In Bollingen, Switzerland lies the famous Bollingen Tower of Carl Jung (1875-1961). Jung had built the two-storey tower in 1923 and constructed additional towers throughout the 1920s and 1930s. Throughout Jung’s life starting in his late forties, he would spend several months each year living at the Bollingen Tower. It was a place where he felt free in his creativity and thoughts and where he could live in complete isolation, except for a few select people who were invited from time to time.

It was also where his muse-mistress Toni Wolff and himself could be left entirely to themselves for weeks if not months at a time. Wolff had become an essential companion to Jung’s travels into the depths of the human psyche. It is popularly said that it was Wolff who introduced Jung into the Eastern religions and mysticism, though this is likely not entirely true due to Jung’s involvement with Ascona[1], it is still very much relevant since it gives us an idea of the sort of “contribution” Wolff was making towards Jung’s “discoveries” on the psyche and his use of “active imagination”[2] on, no doubt, many a moonlit night at Bollingen…

The entrance to Bollingen Tower.

Today, the Bollingen Tower, also known as Jung’s Turm (Tower) remains a site of pilgrimage where visitors are invited to regard its stone carved etchings, said to be done by Jung himself and his murals, painted onto the walls within the Tower.

However, only privileged visitors are invited by the members of the Jung family (who now own Jung’s Tower) to see the mural of Philemon, Jung’s guide to the Land of the Dead, within Bollingen.

Richard Noll in The Aryan Christ: The Secret Life of Carl Jung writes[3]:

It is from his discussions with Philemon, or so the story goes in MDR [Memories, Dreams, Reflections], that Jung received his most profound insights about the nature of the human psyche.

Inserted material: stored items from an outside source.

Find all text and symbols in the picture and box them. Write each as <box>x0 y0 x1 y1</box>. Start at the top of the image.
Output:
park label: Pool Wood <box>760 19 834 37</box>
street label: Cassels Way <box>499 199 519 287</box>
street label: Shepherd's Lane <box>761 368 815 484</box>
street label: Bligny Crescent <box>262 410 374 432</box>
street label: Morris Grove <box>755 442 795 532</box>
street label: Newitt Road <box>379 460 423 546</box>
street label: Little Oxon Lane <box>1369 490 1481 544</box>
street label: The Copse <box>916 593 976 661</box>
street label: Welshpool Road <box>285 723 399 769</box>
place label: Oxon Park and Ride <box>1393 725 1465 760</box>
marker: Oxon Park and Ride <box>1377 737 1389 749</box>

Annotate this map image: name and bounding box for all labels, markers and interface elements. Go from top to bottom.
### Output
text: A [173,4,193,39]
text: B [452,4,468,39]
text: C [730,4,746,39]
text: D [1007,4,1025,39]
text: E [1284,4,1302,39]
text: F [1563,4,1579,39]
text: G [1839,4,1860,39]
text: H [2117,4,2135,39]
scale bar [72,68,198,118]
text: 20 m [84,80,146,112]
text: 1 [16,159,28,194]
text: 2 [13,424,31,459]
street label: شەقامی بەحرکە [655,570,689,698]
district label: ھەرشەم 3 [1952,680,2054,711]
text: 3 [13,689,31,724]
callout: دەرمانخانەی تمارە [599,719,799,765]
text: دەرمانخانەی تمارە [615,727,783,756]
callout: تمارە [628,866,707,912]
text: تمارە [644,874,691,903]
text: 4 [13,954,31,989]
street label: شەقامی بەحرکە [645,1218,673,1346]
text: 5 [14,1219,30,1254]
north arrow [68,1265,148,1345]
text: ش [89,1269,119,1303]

Jung’s most famous ideas – the collective unconscious, which he first described in print in 1916, and the archetypes (its ‘gods’), which were added shortly thereafter – would not have been possible without guidance from Philemon.[4] It is from this Gnostic-Mithraic guru, who lives in a timeless space that Jung called the Land of the Dead, that Jung received instruction in ‘the Law,’ the esoteric key to the secrets of the ages. Jung inscribed these lessons in his ‘Red Book’.”

There is another painting that is even more secretive and is only revealed to “initiates.”

Noll writes[5]:

Usually concealed, perhaps to protect the eyes of the uninitiated from witnessing the sacred mysteries it portrays, is the image of a thin crescent ship, like those that carry the dead in Egyptian iconography, with male and female figures facing each other. In the center of Jung’s vision is a large, reddish solar disk that brings to mind the frightful passage of souls to the underworld in the Egyptian Book of the Dead.”

Jung would himself write in his Memories, Dreams, Reflections in 1961[6]:

After my wife’s death in 1955, I felt an inner obligation to become what I myself am. To put it in the language of the Bollingen house, I suddenly realized that the small central section which crouched so low, so hidden, was myself! I could no longer hide myself behind the ‘maternal’ and the ‘spiritual’ towers. So, in that same year, I added an upper story which represents myself or my ego-personality.

I had started the first tower in 1923, two months after the death of my mother. These two dates are meaningful because the Tower, as we shall see, is connected with the dead.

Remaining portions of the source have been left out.